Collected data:
☆ ☆ ☆

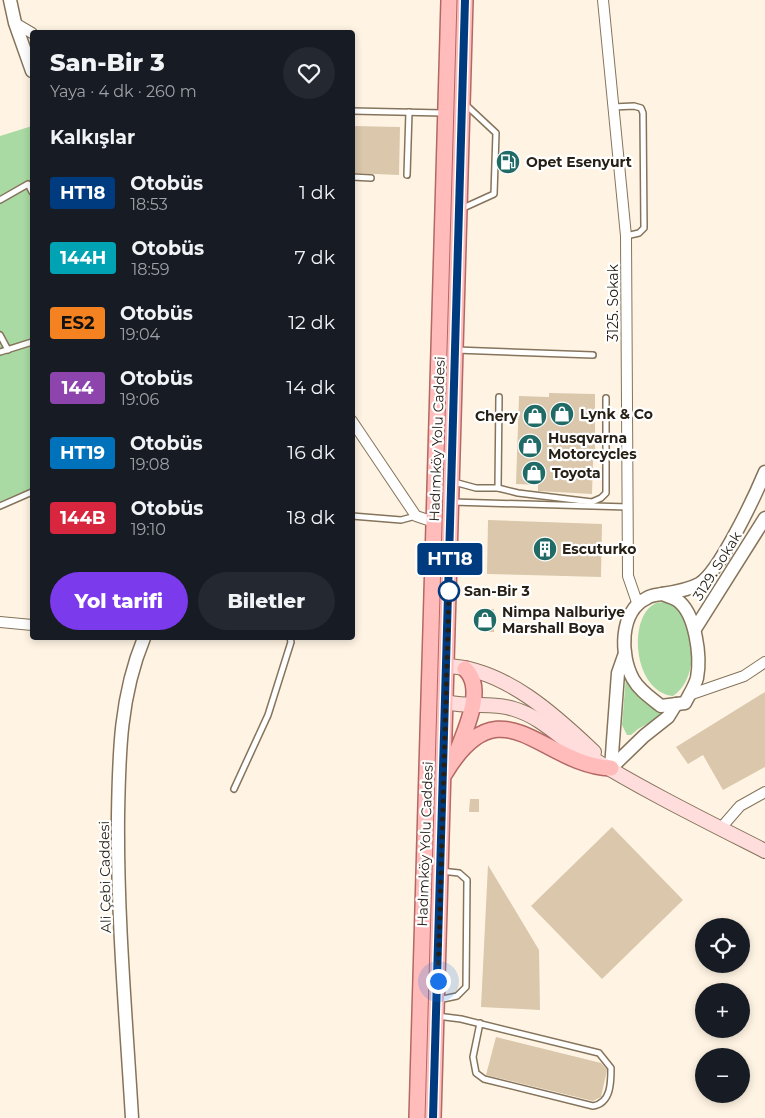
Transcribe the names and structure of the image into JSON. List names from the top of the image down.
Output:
{
  "streets": {
    "main road": ["Hadımköy Yolu Caddesi"],
    "street": ["3125. Sokak", "3129. Sokak", "Ali Çebi Caddesi"]
  },
  "crossings": [
    ["3125. Sokak", "3129. Sokak"]
  ],
  "places": {
    "fuel station": ["Opet Esenyurt"],
    "shop": [
      "Lynk & Co",
      "Chery",
      "Husqvarna Motorcycles",
      "Toyota",
      "Nimpa Nalburiye Marshall Boya"
    ],
    "building": ["Escuturko"],
    "other": ["San-Bir 3"]
  },
  "lines": ["bus line HT18"],
  "page": {
    "on_map": "HT18",
    "heading": [
      ["San-Bir 3", "Yaya · 4 dk · 260 m"],
      "Kalkışlar"
    ],
    "list": [
      {
        "mark": "HT18",
        "name": "Otobüs",
        "note": "18:53",
        "value": "1 dk"
      },
      {
        "mark": "144H",
        "name": "Otobüs",
        "note": "18:59",
        "value": "7 dk"
      },
      {
        "mark": "ES2",
        "name": "Otobüs",
        "note": "19:04",
        "value": "12 dk"
      },
      {
        "mark": "144",
        "name": "Otobüs",
        "note": "19:06",
        "value": "14 dk"
      },
      {
        "mark": "HT19",
        "name": "Otobüs",
        "note": "19:08",
        "value": "16 dk"
      },
      {
        "mark": "144B",
        "name": "Otobüs",
        "note": "19:10",
        "value": "18 dk"
      }
    ],
    "buttons": ["Yol tarifi", "Biletler"],
    "map_buttons": ["+", "−"]
  }
}
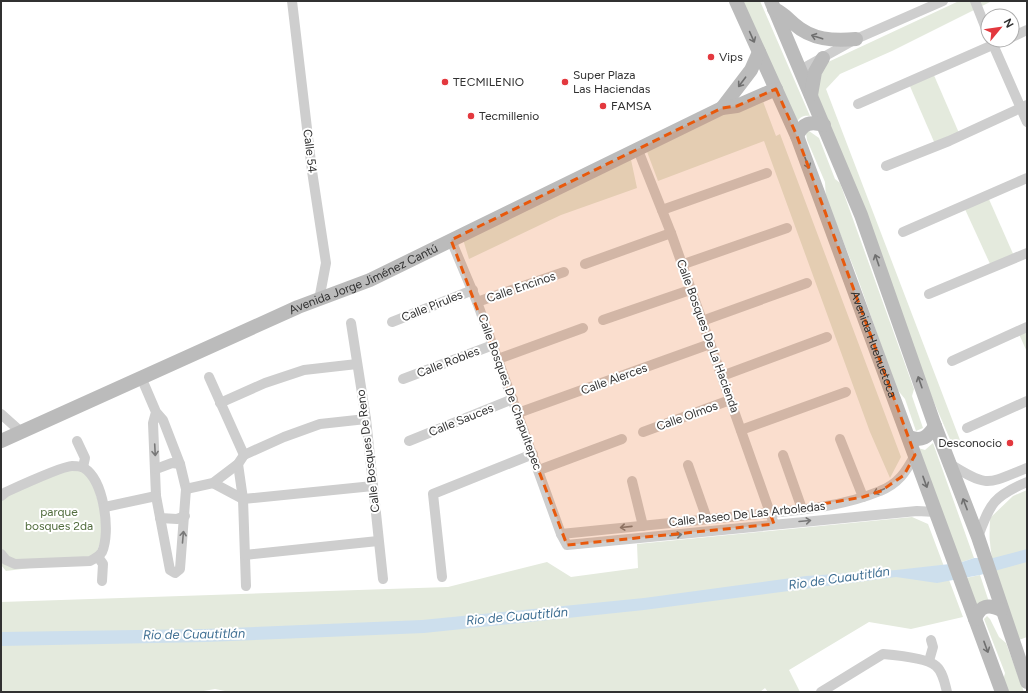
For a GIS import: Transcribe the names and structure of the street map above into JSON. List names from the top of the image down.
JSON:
{
  "streets": {
    "main road": ["Avenida Jorge Jiménez Cantú", "Avenida Huehuetoca"],
    "street": [
      "Calle 54",
      "Calle Encinos",
      "Calle Pirules",
      "Calle Bosques De La Hacienda",
      "Calle Robles",
      "Calle Alerces",
      "Calle Bosques De Chapultepec",
      "Calle Olmos",
      "Calle Sauces",
      "Calle Bosques De Reno",
      "Calle Paseo De Las Arboledas"
    ]
  },
  "crossings": [
    ["Calle 54", "Avenida Jorge Jiménez Cantú"],
    ["Avenida Jorge Jiménez Cantú", "Calle Bosques De La Hacienda"],
    ["Avenida Jorge Jiménez Cantú", "Avenida Huehuetoca"],
    ["Avenida Jorge Jiménez Cantú", "Calle Bosques De Chapultepec"],
    ["Calle Encinos", "Calle Bosques De Chapultepec"],
    ["Calle Pirules", "Calle Bosques De Chapultepec"],
    ["Calle Bosques De La Hacienda", "Calle Alerces"],
    ["Calle Bosques De La Hacienda", "Calle Olmos"],
    ["Calle Bosques De La Hacienda", "Calle Paseo De Las Arboledas"],
    ["Avenida Huehuetoca", "Calle Paseo De Las Arboledas"],
    ["Calle Robles", "Calle Bosques De Chapultepec"],
    ["Calle Alerces", "Calle Bosques De Chapultepec"],
    ["Calle Bosques De Chapultepec", "Calle Sauces"],
    ["Calle Bosques De Chapultepec", "Calle Paseo De Las Arboledas"]
  ],
  "water": ["Rio de Cuautitlán"],
  "parks": ["parque bosques 2da"],
  "places": [
    "Vips",
    "TECMILENIO",
    "Super Plaza Las Haciendas",
    "FAMSA",
    "Tecmillenio",
    "Desconocio"
  ],
  "north": "top right"
}
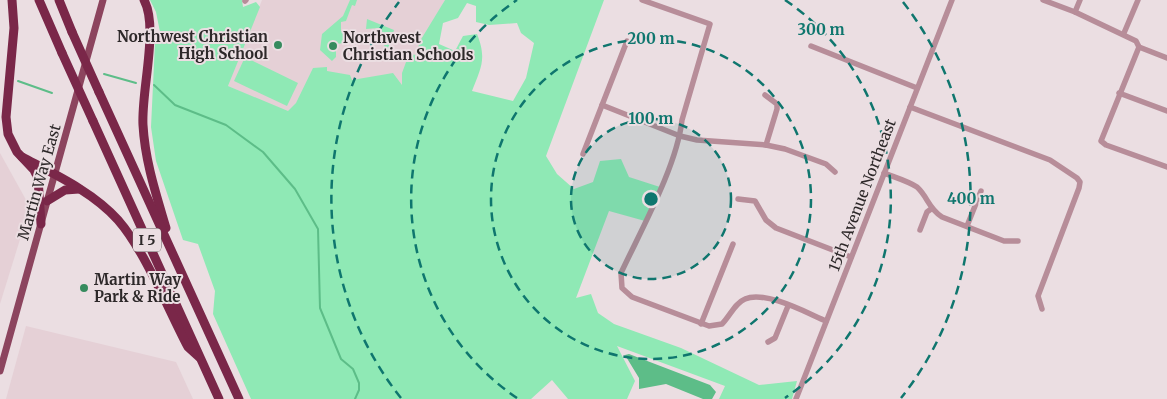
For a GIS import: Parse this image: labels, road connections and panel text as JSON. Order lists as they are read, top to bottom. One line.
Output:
{"streets":{"highway":["I 5"],"main road":["Martin Way East"],"street":["15th Avenue Northeast"]},"places":["Northwest Christian High School","Northwest Christian Schools","Martin Way Park & Ride"],"rings":["300 m","200 m","100 m","400 m"]}
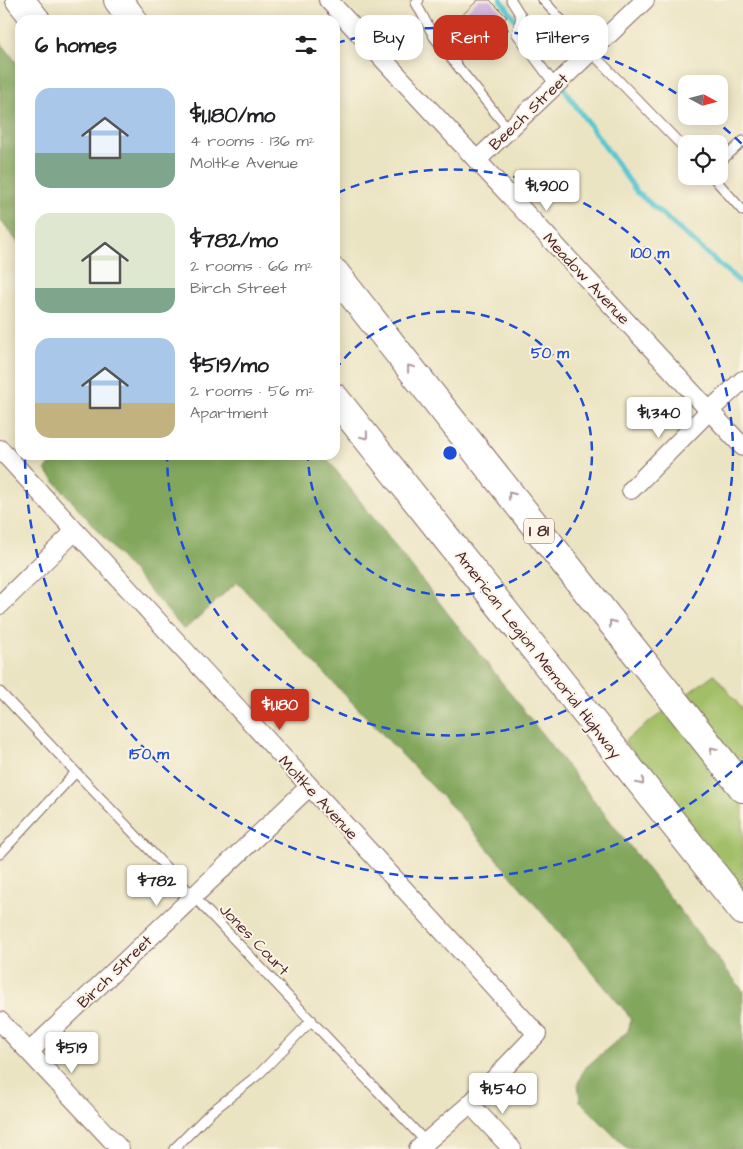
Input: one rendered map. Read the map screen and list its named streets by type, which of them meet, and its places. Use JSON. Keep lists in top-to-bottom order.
{
  "streets": {
    "highway": ["I 81", "American Legion Memorial Highway"],
    "street": [
      "Beech Street",
      "Meadow Avenue",
      "Moltke Avenue",
      "Birch Street"
    ],
    "lane": ["Jones Court"]
  },
  "crossings": [
    ["Beech Street", "Meadow Avenue"],
    ["Moltke Avenue", "Birch Street"],
    ["Jones Court", "Birch Street"]
  ],
  "north": "right",
  "page": {
    "chip": ["Buy", "Rent", "Filters"],
    "heading": "6 homes",
    "list": [
      {
        "name": "$1,180/mo",
        "note": "4 rooms · 136 m² · Moltke Avenue"
      },
      {
        "name": "$782/mo",
        "note": "2 rooms · 66 m² · Birch Street"
      },
      {
        "name": "$519/mo",
        "note": "2 rooms · 56 m² · Apartment"
      }
    ],
    "price": [
      "$1,900",
      "$1,340",
      "$1,180",
      "$782",
      "$519",
      "$1,540"
    ]
  },
  "rings": ["100 m", "50 m", "150 m"]
}
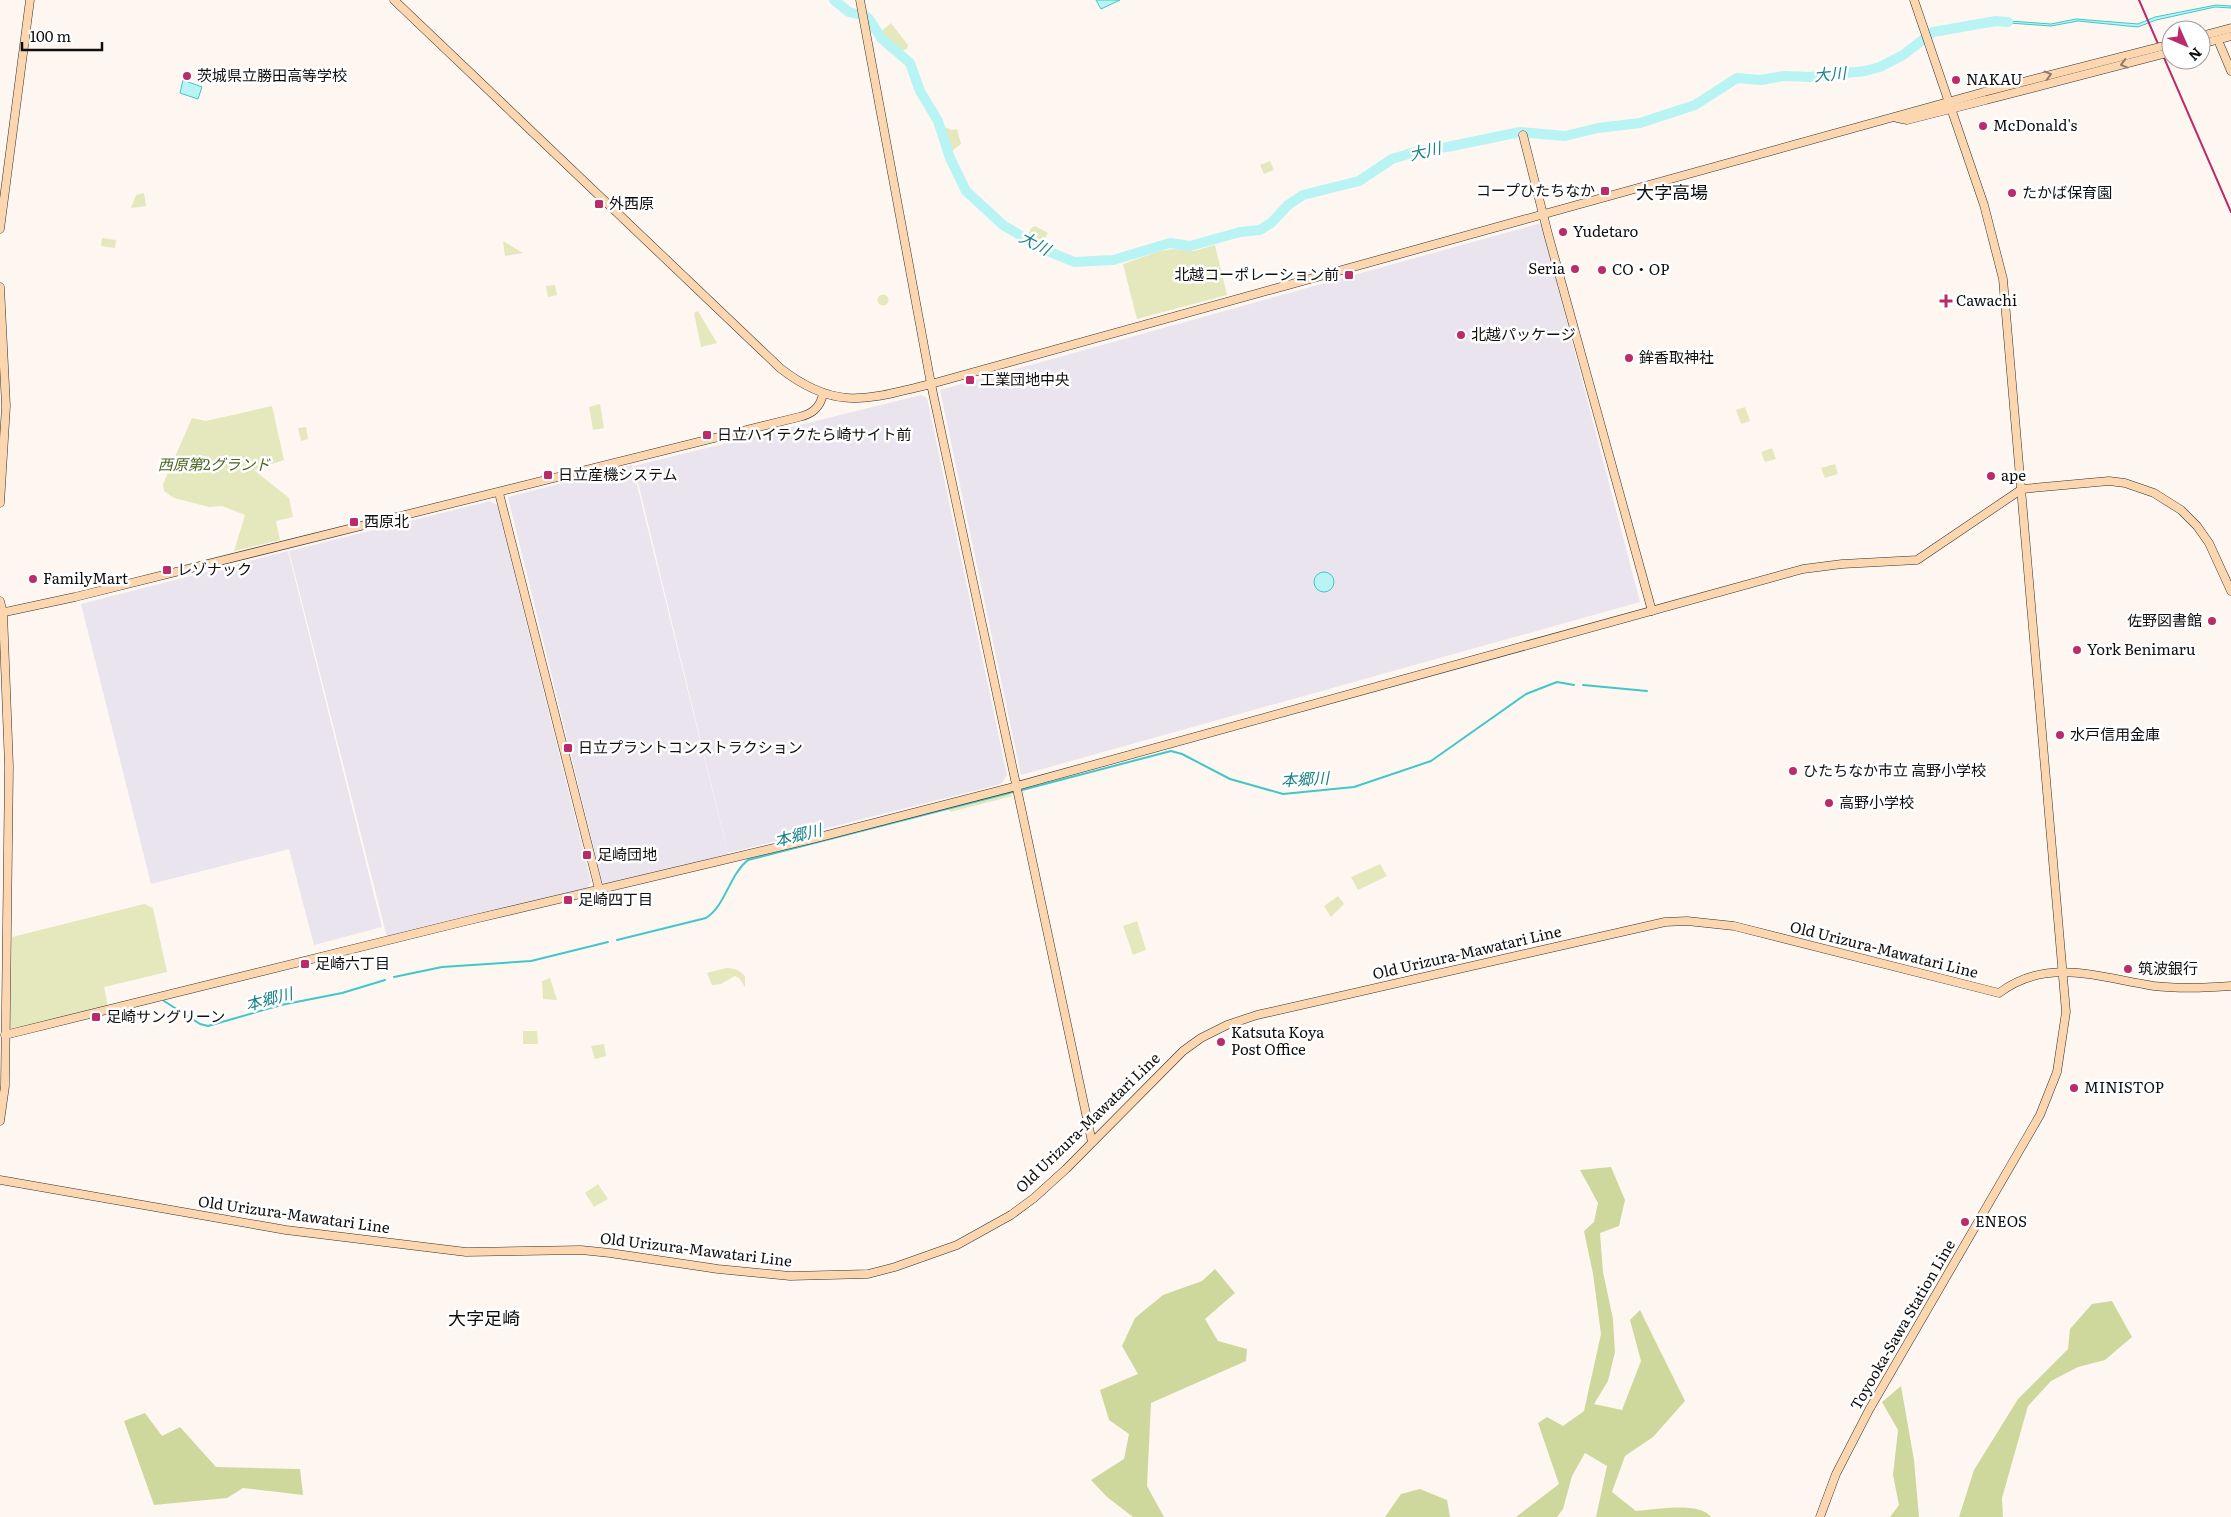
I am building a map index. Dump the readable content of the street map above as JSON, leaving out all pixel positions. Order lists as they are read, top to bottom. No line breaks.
{"streets":{"street":["Old Urizura-Mawatari Line","Toyooka-Sawa Station Line"]},"crossings":[["Old Urizura-Mawatari Line","Toyooka-Sawa Station Line"]],"districts":["大字高場","大字足崎"],"water":["大川","本郷川"],"parks":["西原第2グランド"],"places":{"other":["茨城県立勝田高等学校","NAKAU","McDonald's","たかば保育園","Yudetaro","Seria","CO・OP","北越パッケージ","鉾香取神社","ape","FamilyMart","佐野図書館","York Benimaru","水戸信用金庫","ひたちなか市立 高野小学校","高野小学校","筑波銀行","Katsuta Koya Post Office","MINISTOP","ENEOS"],"transit":["コープひたちなか","外西原","北越コーポレーション前","工業団地中央","日立ハイテクたら崎サイト前","日立産機システム","西原北","レゾナック","日立プラントコンストラクション","足崎団地","足崎四丁目","足崎六丁目","足崎サングリーン"],"health":["Cawachi"]},"scale_bar":"100 m","north":"bottom right"}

☆ ☆ ☆

§ DIRECTIONS
In your copy, every entry above must match word for word, and no picture may appear.

§ RESPONSE FOR THIS EXERCISE
Transcribe the names and structure of the image into JSON. List names from the top of the image down.
Output:
{
  "streets": {
    "main road": ["Hadımköy Yolu Caddesi"],
    "street": ["3125. Sokak", "3129. Sokak", "Ali Çebi Caddesi"]
  },
  "crossings": [
    ["3125. Sokak", "3129. Sokak"]
  ],
  "places": {
    "fuel station": ["Opet Esenyurt"],
    "shop": [
      "Lynk & Co",
      "Chery",
      "Husqvarna Motorcycles",
      "Toyota",
      "Nimpa Nalburiye Marshall Boya"
    ],
    "building": ["Escuturko"],
    "other": ["San-Bir 3"]
  },
  "lines": ["bus line HT18"],
  "page": {
    "on_map": "HT18",
    "heading": [
      ["San-Bir 3", "Yaya · 4 dk · 260 m"],
      "Kalkışlar"
    ],
    "list": [
      {
        "mark": "HT18",
        "name": "Otobüs",
        "note": "18:53",
        "value": "1 dk"
      },
      {
        "mark": "144H",
        "name": "Otobüs",
        "note": "18:59",
        "value": "7 dk"
      },
      {
        "mark": "ES2",
        "name": "Otobüs",
        "note": "19:04",
        "value": "12 dk"
      },
      {
        "mark": "144",
        "name": "Otobüs",
        "note": "19:06",
        "value": "14 dk"
      },
      {
        "mark": "HT19",
        "name": "Otobüs",
        "note": "19:08",
        "value": "16 dk"
      },
      {
        "mark": "144B",
        "name": "Otobüs",
        "note": "19:10",
        "value": "18 dk"
      }
    ],
    "buttons": ["Yol tarifi", "Biletler"],
    "map_buttons": ["+", "−"]
  }
}
For a GIS import: Transcribe the names and structure of the street map above into JSON. List names from the top of the image down.
JSON:
{
  "streets": {
    "main road": ["Avenida Jorge Jiménez Cantú", "Avenida Huehuetoca"],
    "street": [
      "Calle 54",
      "Calle Encinos",
      "Calle Pirules",
      "Calle Bosques De La Hacienda",
      "Calle Robles",
      "Calle Alerces",
      "Calle Bosques De Chapultepec",
      "Calle Olmos",
      "Calle Sauces",
      "Calle Bosques De Reno",
      "Calle Paseo De Las Arboledas"
    ]
  },
  "crossings": [
    ["Calle 54", "Avenida Jorge Jiménez Cantú"],
    ["Avenida Jorge Jiménez Cantú", "Calle Bosques De La Hacienda"],
    ["Avenida Jorge Jiménez Cantú", "Avenida Huehuetoca"],
    ["Avenida Jorge Jiménez Cantú", "Calle Bosques De Chapultepec"],
    ["Calle Encinos", "Calle Bosques De Chapultepec"],
    ["Calle Pirules", "Calle Bosques De Chapultepec"],
    ["Calle Bosques De La Hacienda", "Calle Alerces"],
    ["Calle Bosques De La Hacienda", "Calle Olmos"],
    ["Calle Bosques De La Hacienda", "Calle Paseo De Las Arboledas"],
    ["Avenida Huehuetoca", "Calle Paseo De Las Arboledas"],
    ["Calle Robles", "Calle Bosques De Chapultepec"],
    ["Calle Alerces", "Calle Bosques De Chapultepec"],
    ["Calle Bosques De Chapultepec", "Calle Sauces"],
    ["Calle Bosques De Chapultepec", "Calle Paseo De Las Arboledas"]
  ],
  "water": ["Rio de Cuautitlán"],
  "parks": ["parque bosques 2da"],
  "places": [
    "Vips",
    "TECMILENIO",
    "Super Plaza Las Haciendas",
    "FAMSA",
    "Tecmillenio",
    "Desconocio"
  ],
  "north": "top right"
}
For a GIS import: Parse this image: labels, road connections and panel text as JSON. Order lists as they are read, top to bottom. One line.
Output:
{"streets":{"highway":["I 5"],"main road":["Martin Way East"],"street":["15th Avenue Northeast"]},"places":["Northwest Christian High School","Northwest Christian Schools","Martin Way Park & Ride"],"rings":["300 m","200 m","100 m","400 m"]}
Input: one rendered map. Read the map screen and list its named streets by type, which of them meet, and its places. Use JSON. Keep lists in top-to-bottom order.
{
  "streets": {
    "highway": ["I 81", "American Legion Memorial Highway"],
    "street": [
      "Beech Street",
      "Meadow Avenue",
      "Moltke Avenue",
      "Birch Street"
    ],
    "lane": ["Jones Court"]
  },
  "crossings": [
    ["Beech Street", "Meadow Avenue"],
    ["Moltke Avenue", "Birch Street"],
    ["Jones Court", "Birch Street"]
  ],
  "north": "right",
  "page": {
    "chip": ["Buy", "Rent", "Filters"],
    "heading": "6 homes",
    "list": [
      {
        "name": "$1,180/mo",
        "note": "4 rooms · 136 m² · Moltke Avenue"
      },
      {
        "name": "$782/mo",
        "note": "2 rooms · 66 m² · Birch Street"
      },
      {
        "name": "$519/mo",
        "note": "2 rooms · 56 m² · Apartment"
      }
    ],
    "price": [
      "$1,900",
      "$1,340",
      "$1,180",
      "$782",
      "$519",
      "$1,540"
    ]
  },
  "rings": ["100 m", "50 m", "150 m"]
}
I am building a map index. Dump the readable content of the street map above as JSON, leaving out all pixel positions. Order lists as they are read, top to bottom. No line breaks.
{"streets":{"street":["Old Urizura-Mawatari Line","Toyooka-Sawa Station Line"]},"crossings":[["Old Urizura-Mawatari Line","Toyooka-Sawa Station Line"]],"districts":["大字高場","大字足崎"],"water":["大川","本郷川"],"parks":["西原第2グランド"],"places":{"other":["茨城県立勝田高等学校","NAKAU","McDonald's","たかば保育園","Yudetaro","Seria","CO・OP","北越パッケージ","鉾香取神社","ape","FamilyMart","佐野図書館","York Benimaru","水戸信用金庫","ひたちなか市立 高野小学校","高野小学校","筑波銀行","Katsuta Koya Post Office","MINISTOP","ENEOS"],"transit":["コープひたちなか","外西原","北越コーポレーション前","工業団地中央","日立ハイテクたら崎サイト前","日立産機システム","西原北","レゾナック","日立プラントコンストラクション","足崎団地","足崎四丁目","足崎六丁目","足崎サングリーン"],"health":["Cawachi"]},"scale_bar":"100 m","north":"bottom right"}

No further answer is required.